### What you should do
Where in the data below does the word "position" appear? Copy every line that has it.

### Data provided
____________

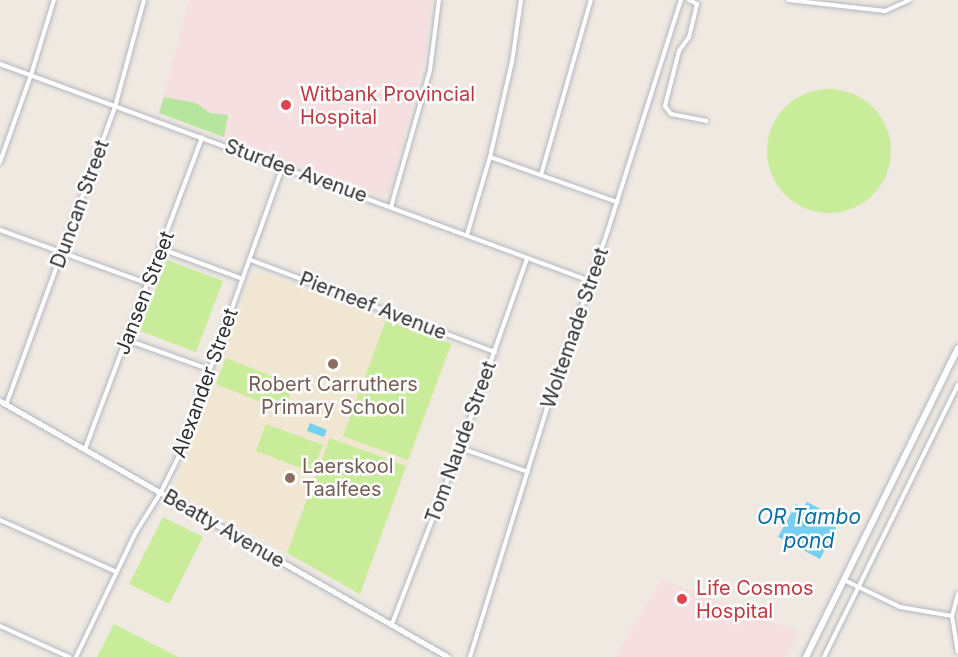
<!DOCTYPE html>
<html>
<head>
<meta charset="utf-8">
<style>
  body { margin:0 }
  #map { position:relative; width:958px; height:657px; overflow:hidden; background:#efe9e1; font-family:Inter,sans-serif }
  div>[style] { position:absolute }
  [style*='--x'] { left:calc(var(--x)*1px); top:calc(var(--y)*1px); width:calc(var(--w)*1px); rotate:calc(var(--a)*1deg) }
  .education>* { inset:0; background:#f0e6d1 }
  .medical>* { inset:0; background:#f5dfe0 }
  .green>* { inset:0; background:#b6e59e }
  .pitch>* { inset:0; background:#c9ec9a }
  .round { border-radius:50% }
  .water>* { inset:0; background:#75cff0 }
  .roads { filter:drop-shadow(0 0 2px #b4b7c1) drop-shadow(0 0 2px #b4b7c1) }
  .minor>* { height:4px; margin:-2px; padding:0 2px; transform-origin:2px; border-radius:2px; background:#fff }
  .tertiary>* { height:5px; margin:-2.5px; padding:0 2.5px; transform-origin:2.5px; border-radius:2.5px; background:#fff }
  .secondary>* { height:6px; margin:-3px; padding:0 3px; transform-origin:3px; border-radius:3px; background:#fff }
  .dots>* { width:16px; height:16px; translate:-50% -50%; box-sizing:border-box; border:3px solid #fff; border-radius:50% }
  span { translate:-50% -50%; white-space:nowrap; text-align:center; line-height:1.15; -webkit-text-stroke:5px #fff; paint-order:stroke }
  .health-label { font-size:20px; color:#be3a42 }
  .left { translate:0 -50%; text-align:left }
  .street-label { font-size:20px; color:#2e2e2e }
  .education-label { font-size:20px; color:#785e54 }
  .water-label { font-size:21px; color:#0d6fa3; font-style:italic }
</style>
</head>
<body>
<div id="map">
  <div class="education">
    <i style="clip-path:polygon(261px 273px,453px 343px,360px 594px,174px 490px,253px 275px)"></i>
  </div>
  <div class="medical">
    <i style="clip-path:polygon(189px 0,431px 0,425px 53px,390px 191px,383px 196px,159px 113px)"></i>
    <i style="clip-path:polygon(662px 579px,800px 632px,787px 657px,615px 657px)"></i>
  </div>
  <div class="green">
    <i style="clip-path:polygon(164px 97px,196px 103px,210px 113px,228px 115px,224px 137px,159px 113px)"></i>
  </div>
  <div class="pitch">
    <i class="round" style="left:767px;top:89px;width:124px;height:124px"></i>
    <i style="clip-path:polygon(167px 260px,223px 281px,196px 352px,140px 331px)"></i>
    <i style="clip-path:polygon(386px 320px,451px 344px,408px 460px,343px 436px)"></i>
    <i style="clip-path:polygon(226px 358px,294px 385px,283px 411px,216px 384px)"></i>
    <i style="clip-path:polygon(266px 424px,323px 445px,312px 472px,256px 451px)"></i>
    <i style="clip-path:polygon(330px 438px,406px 466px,360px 594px,287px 553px)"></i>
    <i style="clip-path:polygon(163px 517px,203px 537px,169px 604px,129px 584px)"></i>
    <i style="clip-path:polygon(114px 624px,178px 657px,97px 657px)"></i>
  </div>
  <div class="water">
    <i style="clip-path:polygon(310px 423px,327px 430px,324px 437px,307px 431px)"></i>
    <i style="clip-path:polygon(807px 502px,834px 516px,836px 529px,820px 559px,778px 537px,796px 504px,803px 508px)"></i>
  </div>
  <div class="roads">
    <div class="minor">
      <i style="--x:689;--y:0;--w:9;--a:27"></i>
      <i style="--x:697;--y:4;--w:17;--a:103"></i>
      <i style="--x:693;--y:21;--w:16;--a:104"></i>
      <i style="--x:689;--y:37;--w:17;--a:126"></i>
      <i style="--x:679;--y:51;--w:57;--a:104.3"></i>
      <i style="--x:665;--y:106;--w:10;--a:53"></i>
      <i style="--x:671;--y:114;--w:36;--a:11"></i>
      <i style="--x:788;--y:0;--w:98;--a:6.5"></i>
      <i style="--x:885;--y:11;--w:27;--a:-24"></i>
      <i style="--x:0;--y:64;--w:629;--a:20.19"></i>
      <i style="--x:490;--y:157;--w:135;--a:19.5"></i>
      <i style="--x:0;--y:162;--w:92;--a:-70.4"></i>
      <i style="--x:31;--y:75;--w:78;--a:-73"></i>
      <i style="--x:541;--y:175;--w:182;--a:-74.1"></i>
      <i style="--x:391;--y:207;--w:142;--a:-74.1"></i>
      <i style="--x:430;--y:70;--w:71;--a:-82.7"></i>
      <i style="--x:0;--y:230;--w:158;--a:19.9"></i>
      <i style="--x:467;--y:235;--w:81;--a:-73.6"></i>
      <i style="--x:490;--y:157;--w:98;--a:-77"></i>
      <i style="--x:512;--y:62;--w:63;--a:-81.7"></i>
      <i style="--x:162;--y:249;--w:86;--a:20.3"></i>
      <i style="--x:251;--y:260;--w:261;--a:20.7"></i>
      <i style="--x:127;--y:340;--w:86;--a:19.7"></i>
      <i style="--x:6;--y:405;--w:317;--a:-69.9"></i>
      <i style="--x:115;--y:107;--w:111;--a:-74.8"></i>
      <i style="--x:461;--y:448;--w:71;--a:19.7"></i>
      <i style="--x:85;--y:449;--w:333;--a:-69.4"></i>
      <i style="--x:0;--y:520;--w:128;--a:24"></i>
      <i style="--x:844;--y:580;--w:62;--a:25.7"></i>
      <i style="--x:900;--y:607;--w:53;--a:9.8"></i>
      <i style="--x:958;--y:594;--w:23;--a:105"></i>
      <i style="--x:952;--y:616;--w:36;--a:81"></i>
      <i style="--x:392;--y:624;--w:189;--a:-68.9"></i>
      <i style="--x:460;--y:448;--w:201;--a:-70.5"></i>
      <i style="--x:0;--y:626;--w:76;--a:24.2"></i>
      <i style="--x:76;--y:657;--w:139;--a:-64.4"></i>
      <i style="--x:136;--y:532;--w:47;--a:-58"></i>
      <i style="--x:161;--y:492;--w:40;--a:-63.4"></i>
      <i style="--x:179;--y:456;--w:308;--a:-70.3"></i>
      <i style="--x:470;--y:657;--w:257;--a:-72.8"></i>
      <i style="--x:546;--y:411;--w:191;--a:-71.1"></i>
      <i style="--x:608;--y:230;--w:241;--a:-72.4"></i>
      <i style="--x:824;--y:657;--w:303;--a:-63.8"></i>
    </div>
    <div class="tertiary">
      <i style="--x:0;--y:401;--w:516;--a:29.74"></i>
    </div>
    <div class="secondary">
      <i style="--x:806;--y:657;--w:344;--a:-63.8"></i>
    </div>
  </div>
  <div class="dots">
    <i style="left:286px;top:105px;background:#e0444e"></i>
    <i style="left:333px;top:364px;background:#8d6e63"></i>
    <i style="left:290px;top:478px;background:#8d6e63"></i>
    <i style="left:682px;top:599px;background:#e0444e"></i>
  </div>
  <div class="health-label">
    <span class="left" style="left:300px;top:106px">Witbank Provincial<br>Hospital</span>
    <span class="left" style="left:696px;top:600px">Life Cosmos<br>Hospital</span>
  </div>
  <div class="street-label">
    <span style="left:296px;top:171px;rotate:20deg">Sturdee Avenue</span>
    <span style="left:80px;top:204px;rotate:-70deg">Duncan Street</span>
    <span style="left:145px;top:293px;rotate:-69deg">Jansen Street</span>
    <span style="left:373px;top:306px;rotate:21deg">Pierneef Avenue</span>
    <span style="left:575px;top:328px;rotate:-71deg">Woltemade Street</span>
    <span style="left:205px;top:383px;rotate:-70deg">Alexander Street</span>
    <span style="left:461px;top:442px;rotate:-70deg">Tom Naude Street</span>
    <span style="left:224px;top:529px;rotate:30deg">Beatty Avenue</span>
  </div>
  <div class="education-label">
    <span style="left:333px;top:396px">Robert Carruthers<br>Primary School</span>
    <span class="left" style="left:302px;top:478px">Laerskool<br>Taalfees</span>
  </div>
  <div class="water-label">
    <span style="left:809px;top:529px">OR Tambo<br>pond</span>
  </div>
</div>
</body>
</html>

____________

### Solution to the problem
  #map { position:relative; width:958px; height:657px; overflow:hidden; background:#efe9e1; font-family:Inter,sans-serif }
  div>[style] { position:absolute }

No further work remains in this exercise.